(Collected data)
========

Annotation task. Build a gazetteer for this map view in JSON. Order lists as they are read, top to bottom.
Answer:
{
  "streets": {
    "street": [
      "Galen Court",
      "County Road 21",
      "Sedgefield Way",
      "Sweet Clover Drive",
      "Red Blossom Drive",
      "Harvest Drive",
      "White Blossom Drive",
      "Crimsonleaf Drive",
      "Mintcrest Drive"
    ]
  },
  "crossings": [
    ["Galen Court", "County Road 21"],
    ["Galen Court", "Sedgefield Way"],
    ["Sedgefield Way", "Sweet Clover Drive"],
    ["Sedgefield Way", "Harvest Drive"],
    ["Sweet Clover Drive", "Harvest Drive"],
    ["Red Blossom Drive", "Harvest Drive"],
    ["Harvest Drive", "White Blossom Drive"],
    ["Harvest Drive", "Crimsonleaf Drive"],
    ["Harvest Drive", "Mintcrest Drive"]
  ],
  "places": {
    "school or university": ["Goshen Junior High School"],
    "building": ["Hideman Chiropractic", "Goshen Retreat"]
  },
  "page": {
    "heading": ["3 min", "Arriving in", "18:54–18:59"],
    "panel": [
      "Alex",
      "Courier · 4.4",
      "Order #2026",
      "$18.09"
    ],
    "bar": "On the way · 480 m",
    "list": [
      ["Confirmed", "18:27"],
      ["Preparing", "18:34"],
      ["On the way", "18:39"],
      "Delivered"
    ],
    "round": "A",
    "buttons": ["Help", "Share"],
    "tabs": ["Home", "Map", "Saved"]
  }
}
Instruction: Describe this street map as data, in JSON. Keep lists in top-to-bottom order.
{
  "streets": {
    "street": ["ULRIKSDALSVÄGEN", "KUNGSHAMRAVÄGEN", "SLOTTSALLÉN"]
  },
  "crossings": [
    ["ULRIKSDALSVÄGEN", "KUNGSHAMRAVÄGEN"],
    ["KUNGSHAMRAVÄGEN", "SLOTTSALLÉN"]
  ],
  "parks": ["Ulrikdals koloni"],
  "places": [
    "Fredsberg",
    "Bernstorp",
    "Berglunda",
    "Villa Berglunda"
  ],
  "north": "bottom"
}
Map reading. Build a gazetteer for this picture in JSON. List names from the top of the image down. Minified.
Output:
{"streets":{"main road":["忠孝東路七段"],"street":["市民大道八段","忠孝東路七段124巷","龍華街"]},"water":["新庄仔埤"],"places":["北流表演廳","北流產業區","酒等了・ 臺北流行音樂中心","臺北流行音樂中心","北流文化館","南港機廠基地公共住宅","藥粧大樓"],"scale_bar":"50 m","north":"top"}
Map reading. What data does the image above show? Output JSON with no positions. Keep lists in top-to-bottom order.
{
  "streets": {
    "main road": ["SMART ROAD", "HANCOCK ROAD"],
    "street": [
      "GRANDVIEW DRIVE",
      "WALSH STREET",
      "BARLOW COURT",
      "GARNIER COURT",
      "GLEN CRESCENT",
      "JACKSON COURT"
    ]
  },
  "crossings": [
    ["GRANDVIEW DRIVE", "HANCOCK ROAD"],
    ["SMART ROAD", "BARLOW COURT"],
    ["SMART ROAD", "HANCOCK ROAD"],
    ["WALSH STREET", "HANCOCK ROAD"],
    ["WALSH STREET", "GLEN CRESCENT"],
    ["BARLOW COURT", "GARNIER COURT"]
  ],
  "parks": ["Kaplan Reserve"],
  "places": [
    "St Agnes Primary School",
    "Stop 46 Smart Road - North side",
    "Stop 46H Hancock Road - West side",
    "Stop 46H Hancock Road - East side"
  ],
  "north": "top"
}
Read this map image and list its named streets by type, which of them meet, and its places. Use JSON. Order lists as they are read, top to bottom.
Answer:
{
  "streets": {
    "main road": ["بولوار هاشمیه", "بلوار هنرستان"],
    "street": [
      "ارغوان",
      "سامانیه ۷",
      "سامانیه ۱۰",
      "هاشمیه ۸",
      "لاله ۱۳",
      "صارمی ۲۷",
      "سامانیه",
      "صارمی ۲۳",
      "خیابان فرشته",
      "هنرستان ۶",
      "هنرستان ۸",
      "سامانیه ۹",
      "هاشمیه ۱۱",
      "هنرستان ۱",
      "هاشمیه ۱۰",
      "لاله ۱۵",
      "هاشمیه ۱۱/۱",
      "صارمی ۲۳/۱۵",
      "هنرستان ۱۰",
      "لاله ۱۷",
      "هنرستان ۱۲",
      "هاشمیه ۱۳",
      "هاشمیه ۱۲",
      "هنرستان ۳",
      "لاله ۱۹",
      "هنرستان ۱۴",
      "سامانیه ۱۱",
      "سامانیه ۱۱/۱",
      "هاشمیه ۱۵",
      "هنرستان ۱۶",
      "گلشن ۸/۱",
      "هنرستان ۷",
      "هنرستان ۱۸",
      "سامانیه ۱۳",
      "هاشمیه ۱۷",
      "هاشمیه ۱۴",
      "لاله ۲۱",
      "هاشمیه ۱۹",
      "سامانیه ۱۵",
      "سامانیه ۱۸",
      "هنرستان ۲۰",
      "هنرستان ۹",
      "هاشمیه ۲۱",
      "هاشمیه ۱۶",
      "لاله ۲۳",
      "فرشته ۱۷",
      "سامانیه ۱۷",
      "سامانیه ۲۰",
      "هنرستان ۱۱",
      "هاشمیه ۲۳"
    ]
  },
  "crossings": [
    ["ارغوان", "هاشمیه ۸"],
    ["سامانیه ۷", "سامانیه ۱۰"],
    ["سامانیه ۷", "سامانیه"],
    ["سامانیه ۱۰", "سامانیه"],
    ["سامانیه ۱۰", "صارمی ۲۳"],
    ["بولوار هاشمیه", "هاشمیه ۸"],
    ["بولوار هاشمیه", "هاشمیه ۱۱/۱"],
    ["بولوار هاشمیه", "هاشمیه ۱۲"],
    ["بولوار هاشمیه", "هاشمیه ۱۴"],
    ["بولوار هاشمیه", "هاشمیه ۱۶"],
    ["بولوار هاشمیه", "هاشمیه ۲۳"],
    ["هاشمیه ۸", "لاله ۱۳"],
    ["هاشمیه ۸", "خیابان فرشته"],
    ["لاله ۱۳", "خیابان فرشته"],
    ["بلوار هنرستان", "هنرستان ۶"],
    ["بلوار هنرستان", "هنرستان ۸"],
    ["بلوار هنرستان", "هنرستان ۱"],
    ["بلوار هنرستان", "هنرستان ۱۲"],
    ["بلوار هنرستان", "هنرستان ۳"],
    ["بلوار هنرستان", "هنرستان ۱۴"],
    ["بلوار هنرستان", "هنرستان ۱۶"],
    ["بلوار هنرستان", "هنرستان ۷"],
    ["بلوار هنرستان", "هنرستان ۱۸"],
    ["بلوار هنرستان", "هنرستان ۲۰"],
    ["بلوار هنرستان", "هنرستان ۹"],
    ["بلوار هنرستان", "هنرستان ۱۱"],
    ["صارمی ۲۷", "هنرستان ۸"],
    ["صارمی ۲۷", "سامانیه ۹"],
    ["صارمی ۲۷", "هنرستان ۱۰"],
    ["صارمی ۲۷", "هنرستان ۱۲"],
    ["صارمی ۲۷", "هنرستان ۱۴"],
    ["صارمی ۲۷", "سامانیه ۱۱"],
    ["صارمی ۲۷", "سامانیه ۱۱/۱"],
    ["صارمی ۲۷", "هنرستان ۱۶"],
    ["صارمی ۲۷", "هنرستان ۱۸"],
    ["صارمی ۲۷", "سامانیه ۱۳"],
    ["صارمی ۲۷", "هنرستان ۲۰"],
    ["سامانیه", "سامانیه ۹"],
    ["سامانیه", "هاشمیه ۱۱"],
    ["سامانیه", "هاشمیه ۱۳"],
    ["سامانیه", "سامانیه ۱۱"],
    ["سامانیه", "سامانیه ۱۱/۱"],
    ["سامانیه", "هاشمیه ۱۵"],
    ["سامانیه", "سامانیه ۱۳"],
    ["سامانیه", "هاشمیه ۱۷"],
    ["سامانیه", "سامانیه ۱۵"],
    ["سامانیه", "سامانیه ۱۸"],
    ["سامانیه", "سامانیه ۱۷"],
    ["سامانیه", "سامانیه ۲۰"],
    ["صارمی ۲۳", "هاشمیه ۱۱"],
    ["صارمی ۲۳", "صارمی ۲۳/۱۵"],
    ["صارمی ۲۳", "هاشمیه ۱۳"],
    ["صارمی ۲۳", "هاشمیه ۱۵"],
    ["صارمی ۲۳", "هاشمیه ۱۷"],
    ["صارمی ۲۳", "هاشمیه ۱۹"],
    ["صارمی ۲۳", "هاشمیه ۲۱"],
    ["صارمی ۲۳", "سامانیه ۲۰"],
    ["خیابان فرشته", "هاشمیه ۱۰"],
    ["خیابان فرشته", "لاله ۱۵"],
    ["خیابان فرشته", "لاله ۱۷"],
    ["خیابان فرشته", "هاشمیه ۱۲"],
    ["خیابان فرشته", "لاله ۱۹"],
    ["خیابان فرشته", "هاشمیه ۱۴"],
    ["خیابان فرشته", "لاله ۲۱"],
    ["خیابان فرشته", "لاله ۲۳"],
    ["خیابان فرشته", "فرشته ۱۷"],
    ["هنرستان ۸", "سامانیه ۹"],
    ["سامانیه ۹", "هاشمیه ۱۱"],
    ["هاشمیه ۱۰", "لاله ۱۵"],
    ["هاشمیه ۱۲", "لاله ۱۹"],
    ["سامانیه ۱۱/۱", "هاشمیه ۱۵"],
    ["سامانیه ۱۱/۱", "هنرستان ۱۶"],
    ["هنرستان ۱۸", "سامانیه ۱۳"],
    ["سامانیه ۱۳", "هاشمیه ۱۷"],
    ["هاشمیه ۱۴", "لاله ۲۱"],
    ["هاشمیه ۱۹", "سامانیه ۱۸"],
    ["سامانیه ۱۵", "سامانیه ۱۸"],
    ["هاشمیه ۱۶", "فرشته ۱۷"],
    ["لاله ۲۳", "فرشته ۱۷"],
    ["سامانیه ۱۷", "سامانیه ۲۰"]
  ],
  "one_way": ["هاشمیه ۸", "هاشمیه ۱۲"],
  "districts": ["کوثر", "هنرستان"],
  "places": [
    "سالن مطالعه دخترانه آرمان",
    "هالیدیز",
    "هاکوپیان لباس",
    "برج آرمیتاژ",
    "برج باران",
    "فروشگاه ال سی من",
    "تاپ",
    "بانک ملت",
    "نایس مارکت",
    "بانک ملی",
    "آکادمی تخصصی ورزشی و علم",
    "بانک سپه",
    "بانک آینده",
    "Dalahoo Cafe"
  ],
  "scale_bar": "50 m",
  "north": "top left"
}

========

Go through the entries and return each line where the word "بولوار" appears.

    "main road": ["بولوار هاشمیه", "بلوار هنرستان"],
    ["بولوار هاشمیه", "هاشمیه ۸"],
    ["بولوار هاشمیه", "هاشمیه ۱۱/۱"],
    ["بولوار هاشمیه", "هاشمیه ۱۲"],
    ["بولوار هاشمیه", "هاشمیه ۱۴"],
    ["بولوار هاشمیه", "هاشمیه ۱۶"],
    ["بولوار هاشمیه", "هاشمیه ۲۳"],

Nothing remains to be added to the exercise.